Herstellung von Flacherzeugnissen geeignet für die Fertigung

Für viele Endverbraucher gibt es kaum einen Unterschied im Erscheinungsbild von Blech und Platte – beide sind relativ breite, relativ lange flache Metallplatten. Jedoch werden beide in der Stahlproduktion auf unterschiedliche Weise erzeugt.

Blech

Als Blech bezeichnet man meist einen dünnen Artikel von unter 1 bis zu etwa 6 mm Dicke (0,24–0,045 Zoll). Karbon- und Edelstähle werden dazu erst in Blöcke gegossen und dann durch zur Dickenreduzierung mehrfach einem Walzprozess unterzogen. Vor dem Warmwalzen wird dieser Block, oder die Bramme, auf die jeweilige Temperatur erwärmt, die zur plastischen Verformung erforderlich ist, und dann mittels zweier Walzen auf die gewünschte Stärke gebracht. Das Gefüge des gegossenen Metalls ist sehr grobkörnig und wird nach und nach aufgebrochen und immer feinkörniger. Dadurch verbessern sich die Zähigkeit und Duktilität des Werkstoffs. Da das Metall nur in eine Richtung oder in einer Ebene verformt wird, führt die fortschreitende Dickenreduzierung zu einem Längenwachstum. Der entstehende Strang wird irgendwann zu lang, um in der Waagerechten verarbeitet zu werden, und daher als Coil oder Bund aufgewickelt. Nach dem Warmwalzen können weitere Verarbeitungsschritte folgen, darunter:

– Beizen, um die beim Warmwalzen entstehende dicke Oxidschicht zu entfernen

– Kaltwalzen, um die Dicke weiter zu reduzieren und Maß- und Oberflächen-Toleranzen zu verbessern

– Glühen, um das Metall geschmeidiger zu machen und die Duktilität zu erhöhen

– Temperwalzen, um den Fließpunkt zu entfernen und die Formbarkeit zu verbessern

– Abwickeln, um eine aufgewickelte Coil in Packungen von flachen Blechen zu verwandeln

Langley Alloys kann seine Produkte bis zu einer Dicke von 1,00 mm liefern, während die Messdicke und die Ebenheitsanforderungen von ASTM 480 M-02 eingehalten werden. Da dies ein sehr kostengünstiges Verfahren ist, ist Langley Alloys Ihr idealer Partner für Dicken von 1,00 bis 5,00 mm.

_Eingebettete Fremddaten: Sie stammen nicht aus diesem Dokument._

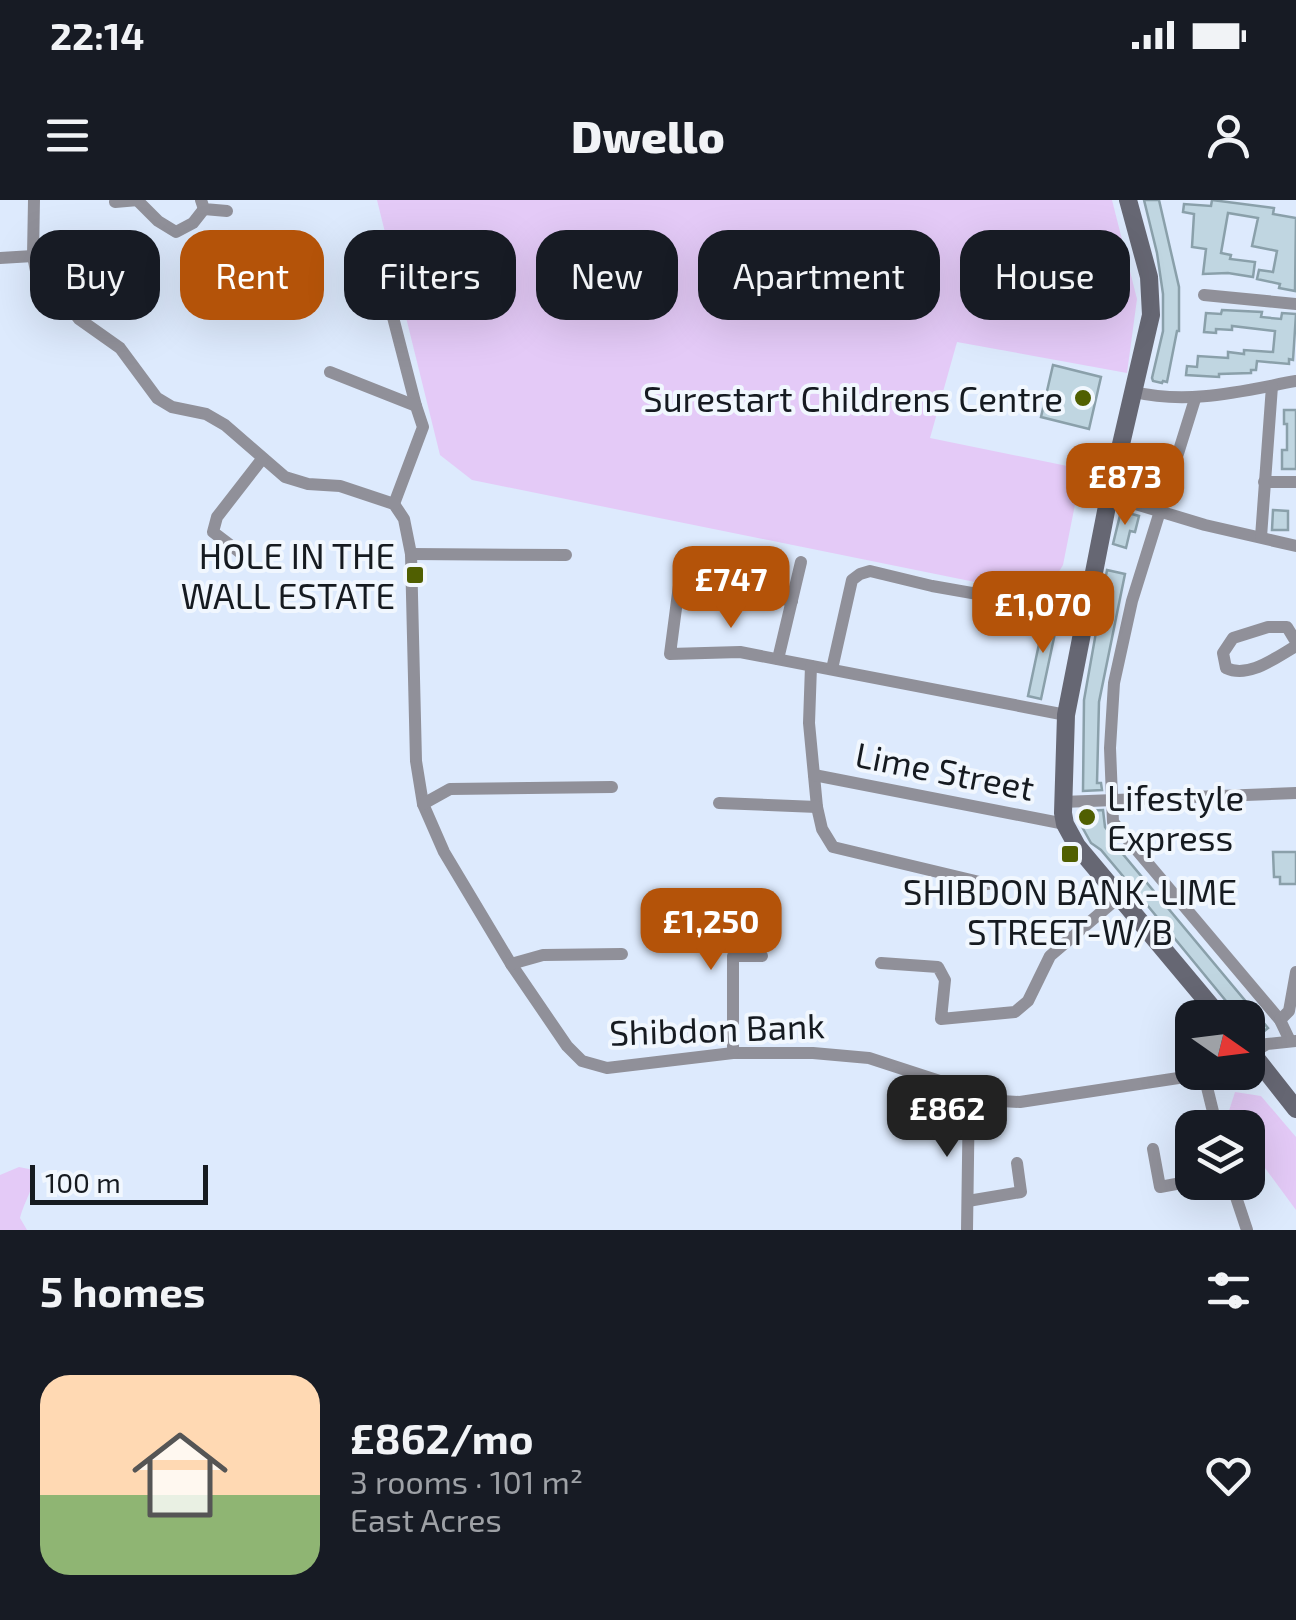 <!DOCTYPE html>
<meta charset="utf-8">
<style>
:root{--surface:#171b24;--page:#242831;--text:#f1f3f6;--muted:#9ea1a6;--accent:#b45309}
body{margin:0;font-family:"Exo 2",sans-serif;background:var(--page);color:var(--text);height:100vh;display:flex;flex-direction:column;font-size:38px;white-space:nowrap}
*{box-sizing:border-box;margin:0}
p{font-size:32px;color:var(--muted)}
.icon{flex:none;width:55px;height:55px;fill:none;stroke:currentColor;stroke-width:2;stroke-linecap:round;stroke-linejoin:round}
.map{position:relative;height:1030px;overflow:hidden}
.details{display:flex;flex-direction:column;background:var(--surface);flex:1}
.details>*{flex:none}
.hud{position:absolute;left:30px;top:30px;width:1238px;height:90px;display:flex;gap:20px}
.needle{width:65px;rotate:104deg}
.fabs{position:absolute;left:1175px;top:800px;display:grid;gap:20px}
.fabs a{display:grid;place-items:center;width:90px;height:90px;border-radius:20px;background:var(--surface);box-shadow:0 10px 40px #0002;font-size:50px}
.scale{position:absolute;left:30px;bottom:25px;width:178px;box-sizing:border-box;padding-left:10px;border:5px solid #161b21;border-top:0;font-size:28px;line-height:35px;white-space:nowrap;color:#161b21;-webkit-text-stroke:8px #f1f7fe;paint-order:stroke}
.price{position:absolute;translate:-50% -85px;padding:0 22px;border-radius:20px;background:var(--accent);color:#fff;font-size:32px;line-height:65px;filter:drop-shadow(0 2px 5px #0008)}
.price::after{content:'';position:absolute;left:50%;top:60px;width:30px;height:22px;margin-left:-15px;background:inherit;clip-path:polygon(0 0,100% 0,50% 100%)}
.price.active{background:#222;color:#fff}
ul{padding:0;list-style:none}
li{display:flex;align-items:center;gap:30px;height:250px;padding:0 40px}
li span{display:grid;place-items:center;flex:none;width:280px;height:200px;border-radius:30px;color:#555}
li>.icon{margin-inline-start:auto}
span .icon{width:120px;height:120px;fill:#fffc;stroke-width:1}
li b{font-size:42px}
h2{display:flex;justify-content:space-between;align-items:center;height:120px;padding:0 40px;font-size:42px}
.tag{padding:0 35px;border-radius:30px;background:var(--surface);box-shadow:0 10px 40px #0002;font-size:35px;line-height:90px}
.tag.active{background:var(--accent);color:#fff}
.status{display:flex;justify-content:space-between;align-items:center;height:70px;padding:0 50px;background:var(--surface);direction:ltr}
.status svg{height:28px;fill:currentColor}
header{display:flex;justify-content:space-between;align-items:center;height:130px;padding:0 40px;background:var(--surface);font-size:45px;font-weight:800}
.map>svg:first-child{display:block}
</style>
<div class="status"><b>22:14</b><svg viewBox="0 0 49 12"><path d="M0 12V9h3v3zM5 12V6h3v6zM10 12V3h3v9zM15 12V0h3v12zM26 1h20v11H26zM47 4h2v5h-2z"/></svg></div>
<header><svg class="icon" aria-label="menu" viewBox="0 0 24 24"><path d="M4 6h16M4 12h16M4 18h16"/></svg>Dwello<svg class="icon" aria-label="person" viewBox="0 0 24 24"><circle cx="12" cy="8" r="4"/><path d="M4 21q1-7 8-7t8 7"/></svg></header>
<div class="map">
<svg width="1296" height="1030" viewBox="0 0 1296 1030">
<rect width="100%" height="100%" fill="#ddeafd"/>
<!-- green -->
<g fill="#e4caf7">
<polygon points="377,0 1112,0 1137,99 1127,173 957,142 930,238 1082,269 1063,365 1044,396 472,280 440,255"/>
<polygon points="1235,892 1261,896 1296,937 1296,1010 1248,945 1248,928 1235,927 1227,917"/>
<path d="M19,967L34,970C34,990 25,999 20,1018L27,1030H0V975Z"/>
</g>
<!-- building -->
<g fill="#c0d6e1" stroke="#8aa0aa" stroke-width="2.5">
<polygon points="1144,0 1159,0 1179,87 1179,131 1177,131 1167,182 1163,181 1162,183 1153,181 1152,178 1163,131 1163,94 1157,53"/>
<polygon points="1212,0 1274,8 1273,14 1296,18 1295,91 1279,88 1280,84 1257,79 1259,70 1273,72 1277,51 1252,46 1258,18 1228,13 1221,53 1231,55 1230,59 1255,62 1253,77 1228,73 1203,74 1206,49 1192,47 1194,14 1183,12 1184,4 1211,6"/>
<polygon points="1222,110 1262,112 1261,117 1281,119 1282,113 1296,114 1293,160 1289,159 1289,164 1257,161 1256,170 1251,170 1251,173 1219,174 1219,177 1186,175 1187,166 1197,167 1198,156 1228,158 1228,152 1244,154 1244,150 1273,152 1275,131 1232,126 1232,130 1216,129 1216,133 1204,132 1206,113 1221,114"/>
<polygon points="1053,165 1101,177 1089,229 1041,217"/>
<polygon points="1284,210 1296,210 1296,269 1282,269 1282,250 1287,250 1287,224 1284,224"/>
<polygon points="1273,310 1288,311 1288,330 1272,330"/>
<polygon points="1121,311 1139,316 1135,332 1130,331 1126,348 1113,344"/>
<polygon points="1107,370 1125,374 1099,502 1097,583 1101,583 1102,590 1083,591 1084,500"/>
<polygon points="1040,415 1058,419 1041,499 1028,496 1043,425 1038,424"/>
<polygon points="1103,610 1105,627 1114,639 1112,641 1268,828 1257,837 1248,826 1248,818 1240,818 1143,700 1101,650 1091,643 1081,625 1081,611"/>
<polygon points="1273,652 1296,652 1296,684 1280,684 1280,677 1274,677"/>
</g>
<g fill="none" stroke-linecap="round" stroke-linejoin="round">
<!-- street -->
<g stroke="#909099" stroke-width="12">
<polyline points="34,0 33,56 36,71 44,81 62,97 79,119 120,148 157,198 172,207 206,214 225,225 285,277 308,284 340,286 394,304 404,319 411,354 416,561 423,604 444,652 511,764 567,846 582,861 607,868 733,853 813,853 869,858 1001,901 1020,902 1218,872"/>
<polyline points="201,0 204,9 227,11"/>
<polyline points="138,1 158,21 176,32 193,23 204,9"/>
<polyline points="115,2 138,0"/>
<polyline points="0,58 33,56"/>
<polyline points="1204,95 1296,104"/>
<polyline points="388,98 416,206"/>
<polyline points="330,172 416,206 423,227 394,304"/>
<path d="M1134,192C1190,205 1241,191 1296,181"/>
<polyline points="1195,199 1132,401 1114,483 1110,548 1113,622 1280,820 1290,841"/>
<polyline points="1264,282 1296,282"/>
<polyline points="1109,296 1205,325 1296,346"/>
<polyline points="1261,337 1272,186"/>
<polyline points="242,354 213,332 217,317 262,259"/>
<polyline points="411,354 566,355"/>
<polyline points="720,360 683,355 670,454 740,452 1066,515"/>
<polyline points="756,393 792,401"/>
<path d="M1296,442L1287,427H1268L1233,438L1223,453L1226,468C1249,479 1276,457 1296,446"/>
<polyline points="778,459 801,362"/>
<polyline points="811,466 809,523 817,607 822,629 833,647 988,684"/>
<polyline points="832,469 852,380 860,374 870,371 932,386 1086,413"/>
<polyline points="814,575 1065,624"/>
<polyline points="1062,602 1296,593"/>
<polyline points="719,603 817,607"/>
<polyline points="423,604 450,589 612,587"/>
<polyline points="881,763 938,767 945,780 941,819 1015,812 1028,801 1050,756 1119,697"/>
<polyline points="511,764 543,755 622,754"/>
<polyline points="1280,820 1289,811 1296,772"/>
<polyline points="733,853 733,756 762,756"/>
<polyline points="1248,855 1267,844 1296,841"/>
<polyline points="1204,875 1217,928"/>
<polyline points="1153,949 1160,987 1192,981"/>
<polyline points="1231,982 1247,1030"/>
<polyline points="968,1001 1021,992 1017,963"/>
<polyline points="967,1030 969,890"/>
</g>
<!-- secondary -->
<g stroke="#666773" stroke-width="18">
<polyline points="1128,0 1149,77 1151,115 1109,296 1066,515 1063,613 1065,624 1077,646 1221,818"/>
<polyline points="1248,848 1296,909"/>
</g>
</g>
<!-- markers -->
<g fill="#505f01" stroke="#f1f7fe" stroke-width="4">
<circle cx="1083" cy="198" r="10"/>
<rect x="405" y="365" width="20" height="20" rx="5"/>
<circle cx="1087" cy="617" r="10"/>
<rect x="1060" y="644" width="20" height="20" rx="5"/>
</g>
<g text-anchor="middle" dominant-baseline="central" stroke-width="8" stroke-linejoin="round" paint-order="stroke">
<!-- poi labels -->
<g font-size="35" fill="#161b21" stroke="#f1f7fe" text-anchor="end">
<text x="1063" y="198">Surestart Childrens Centre</text>
<text x="395" y="355">HOLE IN THE<tspan x="395" dy="40">WALL ESTATE</tspan></text>
<text x="1107" y="597" text-anchor="start">Lifestyle<tspan x="1107" dy="40">Express</tspan></text>
<text x="1070" y="691" text-anchor="middle">SHIBDON BANK-LIME<tspan x="1070" dy="40">STREET-W/B</tspan></text>
</g>
<!-- street labels -->
<g font-size="35" fill="#161b21" stroke="#f1f7fe">
<text transform="translate(945 570) rotate(11)">Lime Street</text>
<text transform="translate(717 828) rotate(-2)">Shibdon Bank</text>
</g>
</g>
</svg>
<div class="fabs">
<a><svg class="needle" viewBox="-14 -14 28 28"><path d="M0-13l5 13h-10z" fill="#e53935"/><path d="M0 13l5-13h-10z" fill="#9ea1a6"/></svg></a>
<a><svg class="icon" aria-label="layers" viewBox="0 0 24 24"><path d="M12 4l9 5-9 5-9-5zM3 14l9 5 9-5"/></svg></a>
</div>
<div class="scale">100 m</div>
<b class="price" style="left:1125px;top:328px">£873</b>
<b class="price" style="left:731px;top:431px">£747</b>
<b class="price" style="left:1043px;top:456px">£1,070</b>
<b class="price" style="left:711px;top:773px">£1,250</b>
<b class="price active" style="left:947px;top:960px">£862</b>
<div class="hud">
<a class="tag">Buy</a>
<a class="tag active">Rent</a>
<a class="tag">Filters</a>
<a class="tag">New</a>
<a class="tag">Apartment</a>
<a class="tag">House</a>
</div>
</div>
<section class="details">
<h2>5 homes<svg class="icon" aria-label="filters" viewBox="0 0 24 24"><path d="M4 7h16M4 17h16"/><circle cx="9" cy="7" r="2"/><circle cx="15" cy="17" r="2"/></svg></h2>
<ul>
<li><span style="background:linear-gradient(#ffd9b3 60%,#8fb573 0)"><svg class="icon" aria-label="home" viewBox="0 0 24 24"><path d="M3 11l9-7 9 7M6 9v11h12V9"/></svg></span><div><b>£862/mo</b><p>3 rooms · 101 m²</p><p>East Acres</p></div><svg class="icon" aria-label="heart" viewBox="0 0 24 24"><path d="M12 20l-8-8c-3-5 5-10 8-4 3-6 11-1 8 4z"/></svg></li>
</ul>
</section> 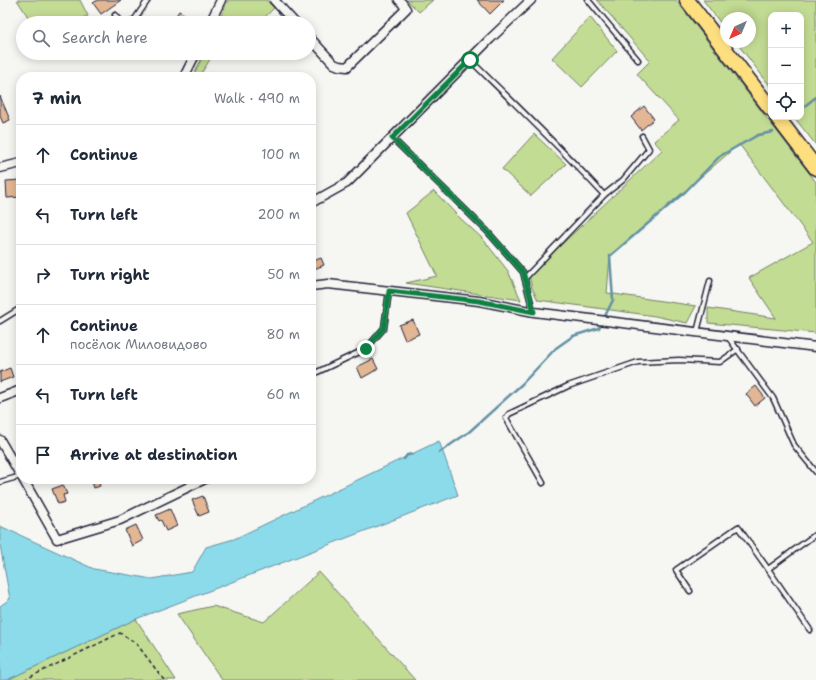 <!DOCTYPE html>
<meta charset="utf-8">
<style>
:root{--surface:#fff;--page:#f2f2f3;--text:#1f2937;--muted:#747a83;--line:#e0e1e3}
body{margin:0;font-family:"Shantell Sans",sans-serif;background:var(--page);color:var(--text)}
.controls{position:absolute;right:12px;top:12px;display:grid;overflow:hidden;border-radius:8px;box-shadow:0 2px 10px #0003}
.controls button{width:36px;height:36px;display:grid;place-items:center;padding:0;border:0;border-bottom:1px solid var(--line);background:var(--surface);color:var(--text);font:20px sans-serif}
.compass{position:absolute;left:720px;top:12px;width:36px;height:36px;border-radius:50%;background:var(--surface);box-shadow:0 2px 10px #0003;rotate:224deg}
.stop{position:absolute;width:12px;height:12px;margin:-9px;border:3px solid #0b8043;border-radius:50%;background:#fff}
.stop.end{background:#0b8043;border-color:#fff;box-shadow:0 1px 4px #0008}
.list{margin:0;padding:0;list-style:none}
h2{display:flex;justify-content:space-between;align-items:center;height:52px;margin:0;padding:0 16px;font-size:17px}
h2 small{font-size:13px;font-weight:400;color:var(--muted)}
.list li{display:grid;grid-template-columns:26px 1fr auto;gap:12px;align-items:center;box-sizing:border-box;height:60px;padding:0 16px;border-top:1px solid var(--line)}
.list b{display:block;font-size:15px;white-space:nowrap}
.list p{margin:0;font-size:13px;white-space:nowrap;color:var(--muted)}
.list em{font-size:13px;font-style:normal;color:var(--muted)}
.icon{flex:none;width:22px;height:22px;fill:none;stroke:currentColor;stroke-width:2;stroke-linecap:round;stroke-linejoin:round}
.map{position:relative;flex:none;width:816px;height:680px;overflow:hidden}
.search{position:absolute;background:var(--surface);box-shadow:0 2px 10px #0003;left:16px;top:16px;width:300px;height:44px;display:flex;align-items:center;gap:10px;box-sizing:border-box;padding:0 14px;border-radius:22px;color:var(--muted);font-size:15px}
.panel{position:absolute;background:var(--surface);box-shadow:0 2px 10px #0003;left:16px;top:72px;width:300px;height:412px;border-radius:16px}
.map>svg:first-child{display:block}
.green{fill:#c3dc93;stroke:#727f67}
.water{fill:#8cdbea;stroke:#6291a4}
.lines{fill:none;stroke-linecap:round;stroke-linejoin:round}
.stream{stroke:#6291a4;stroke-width:2.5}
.building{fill:#e4b794;stroke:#22223b}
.service-casing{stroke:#22223b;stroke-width:7}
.minor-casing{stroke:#22223b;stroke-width:11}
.trunk-casing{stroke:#22223b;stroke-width:17}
.path{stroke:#22223b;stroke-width:1.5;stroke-dasharray:4 3;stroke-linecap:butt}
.service{stroke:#f6f6f2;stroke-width:4}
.minor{stroke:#f6f6f2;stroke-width:8}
.trunk{stroke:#fedf80;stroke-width:14}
.route{stroke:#0b8043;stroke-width:5}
</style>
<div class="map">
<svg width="816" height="680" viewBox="0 0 816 680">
<rect width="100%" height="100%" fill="#f6f6f2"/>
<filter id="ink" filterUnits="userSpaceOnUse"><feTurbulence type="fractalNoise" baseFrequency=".025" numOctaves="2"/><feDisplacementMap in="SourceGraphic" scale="8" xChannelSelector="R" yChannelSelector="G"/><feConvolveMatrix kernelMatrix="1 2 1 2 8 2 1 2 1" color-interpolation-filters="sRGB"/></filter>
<g filter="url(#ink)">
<g class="green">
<polygon points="17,0 80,0 88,16 70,23 32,23"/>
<polygon points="228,0 266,0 274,8 259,23 238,23 235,19 232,23 218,23"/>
<polygon points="407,0 433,0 419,12"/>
<polygon points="597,0 676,0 816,182 816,333 708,323 708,308 776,318 749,278 813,242 739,144 610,256 607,293 696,306 687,323 655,316 538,300 532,288 529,275 662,150 654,141 679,120 637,74 650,61"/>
<polygon points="703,0 816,0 816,145 794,117 801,117 801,15 771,15 771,87 736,42 750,42 750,18 726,18 726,30"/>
<polygon points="590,17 617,51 582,87 552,58"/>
<polygon points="204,53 214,53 199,77 193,77"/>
<polygon points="534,134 566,164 531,196 502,169"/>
<polygon points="434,191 460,218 483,239 508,271 521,300 406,283 437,276 406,213"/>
<polygon points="319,572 415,680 222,680 177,614 213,606 264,622"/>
<polygon points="136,619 176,680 7,680"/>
</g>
<polygon class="water" points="439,441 458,495 136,619 7,680 0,680 0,606 10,599 0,545 0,526 94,569 152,579 192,572 206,547 234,539"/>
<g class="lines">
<g class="stream">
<polyline points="801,109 816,97"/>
<polyline points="440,452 469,432 522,384 556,348 573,336 599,328 613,300 610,256 686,191 720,156 758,135 773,132"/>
<polyline points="404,459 407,455 413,454"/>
</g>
</g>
<g class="building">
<polygon points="98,0 121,0 101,14 93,3"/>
<polygon points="477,0 504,0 490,14"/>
<polygon points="179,11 189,17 185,23 171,23"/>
<polygon points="0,96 10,120 3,123 0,116"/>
<polygon points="644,106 654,119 641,130 631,117"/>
<polygon points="21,180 21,197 7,198 6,181"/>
<polygon points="321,258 324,265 314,269 311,262"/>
<polygon points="413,320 419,334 405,340 399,325"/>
<polygon points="373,359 378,369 362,378 357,367"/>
<polygon points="10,368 13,377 0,382 0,372"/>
<polygon points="756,386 765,398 755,406 746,394"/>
<polygon points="91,479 98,479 100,486 94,488"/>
<polygon points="63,485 67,494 63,495 65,502 58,504 52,489"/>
<polygon points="203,496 209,512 199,516 192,500"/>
<polygon points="170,509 177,526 166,531 161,520 159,521 156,515"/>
<polygon points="136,525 143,540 132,546 125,530"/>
</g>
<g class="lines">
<defs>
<g id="service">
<polyline points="588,0 638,60"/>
<polyline points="115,15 121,23"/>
<polyline points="130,23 135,19 148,0"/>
<path d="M470 60C515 104 561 148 604 195L525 278"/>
<polyline points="392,138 487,231 523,272 533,311"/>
<polyline points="604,195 623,180 649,149 642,136"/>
<polyline points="0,321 21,308"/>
<polyline points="697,332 710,281"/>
<polyline points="728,337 773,398 794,445 816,472"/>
<polyline points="311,375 366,349 384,328 389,291"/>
<polyline points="0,482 21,476"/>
<polyline points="543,483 506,418 509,414 568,386 638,362 679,360 720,362 738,349"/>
<polyline points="768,569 810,630"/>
<polyline points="690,591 676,570 738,527 768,569 816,534"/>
</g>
<g id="minor">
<polyline points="274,0 295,23"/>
<polyline points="210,23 221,0"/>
<polyline points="309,37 334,64 339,66 347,67 406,9 402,3 399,0"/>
<polyline points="184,77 196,53"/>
<polyline points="0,168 21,163"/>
<polyline points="311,203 347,183 490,39 531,0"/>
<polyline points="311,286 328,284 479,301 534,312 816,347"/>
<polyline points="0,398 21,390"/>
<polyline points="0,440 21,476"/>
<polyline points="23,479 57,539 120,520 205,479"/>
</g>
<g id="trunk">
<polyline points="687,0 771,109"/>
<polyline points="777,117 816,168"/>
</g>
</defs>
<use href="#service" class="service-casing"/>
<use href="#minor" class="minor-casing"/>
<use href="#trunk" class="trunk-casing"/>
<polyline class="path" points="24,680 120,633 136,643 164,680"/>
<use href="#service" class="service"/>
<use href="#minor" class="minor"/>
<use href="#trunk" class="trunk"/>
</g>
</g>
<g class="lines" filter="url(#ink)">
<polyline class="route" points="366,349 384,328 389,291 479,301 534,312 523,272 487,231 392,138 470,60"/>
</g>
</svg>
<div class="controls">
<button>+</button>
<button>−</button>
<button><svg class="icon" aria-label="locate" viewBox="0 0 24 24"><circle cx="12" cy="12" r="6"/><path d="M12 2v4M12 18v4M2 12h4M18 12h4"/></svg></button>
</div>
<svg class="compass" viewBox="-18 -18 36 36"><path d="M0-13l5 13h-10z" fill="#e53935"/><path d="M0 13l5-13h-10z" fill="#747a83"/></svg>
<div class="stop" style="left:470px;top:60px"></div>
<div class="stop end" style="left:366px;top:349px"></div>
<div class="search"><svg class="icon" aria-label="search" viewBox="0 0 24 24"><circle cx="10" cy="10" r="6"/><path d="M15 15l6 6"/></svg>Search here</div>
<section class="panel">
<h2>7 min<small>Walk · 490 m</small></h2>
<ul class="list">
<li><svg class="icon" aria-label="ahead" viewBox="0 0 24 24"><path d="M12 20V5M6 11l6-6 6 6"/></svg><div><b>Continue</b></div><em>100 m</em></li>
<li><svg class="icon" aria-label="left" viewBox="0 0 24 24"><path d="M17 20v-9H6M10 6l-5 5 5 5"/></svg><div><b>Turn left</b></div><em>200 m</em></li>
<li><svg class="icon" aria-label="right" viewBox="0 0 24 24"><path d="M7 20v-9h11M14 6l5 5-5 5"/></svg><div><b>Turn right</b></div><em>50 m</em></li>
<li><svg class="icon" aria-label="ahead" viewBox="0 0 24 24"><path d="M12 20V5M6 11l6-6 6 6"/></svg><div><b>Continue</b><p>посёлок Миловидово</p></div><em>80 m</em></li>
<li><svg class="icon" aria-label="left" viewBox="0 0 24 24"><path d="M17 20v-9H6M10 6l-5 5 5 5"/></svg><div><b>Turn left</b></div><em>60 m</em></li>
<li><svg class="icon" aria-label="arrive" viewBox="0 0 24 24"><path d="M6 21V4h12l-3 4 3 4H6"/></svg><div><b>Arrive at destination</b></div></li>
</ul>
</section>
</div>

Figuren: Verfahrensschema für Blechwalzen und Schrägwalzen von Platten.

Platten

Ein ähnliches Warmwalzverfahren wird auch zur Herstellung von Platten verwendet. Der Hauptunterschied ist einfach die Dicke des fertigen Stückes. Anstatt einer Reihe von Walzen wird hier mitunter ein Walzenpaar genutzt, um die Dicke zu reduzieren. Man spricht dann von einem Reversierwalzwerk. Bei manchen Güten geht man je nach Zusammensetzung oder Marktanforderungen von einem einzelnen Barren anstatt von eine Reihe von vielen kontinuierlich gegossenen Platten aus. Für solch dickere Stücke kann diese einfachere Prozesskonfiguration, bei der Herstellung von Gegenständen von 6 mm (0,24 Zoll) bis zu 250 mm (9,49 Zoll) oder mehr, .zu niedrigeren Umwandlungskosten führen.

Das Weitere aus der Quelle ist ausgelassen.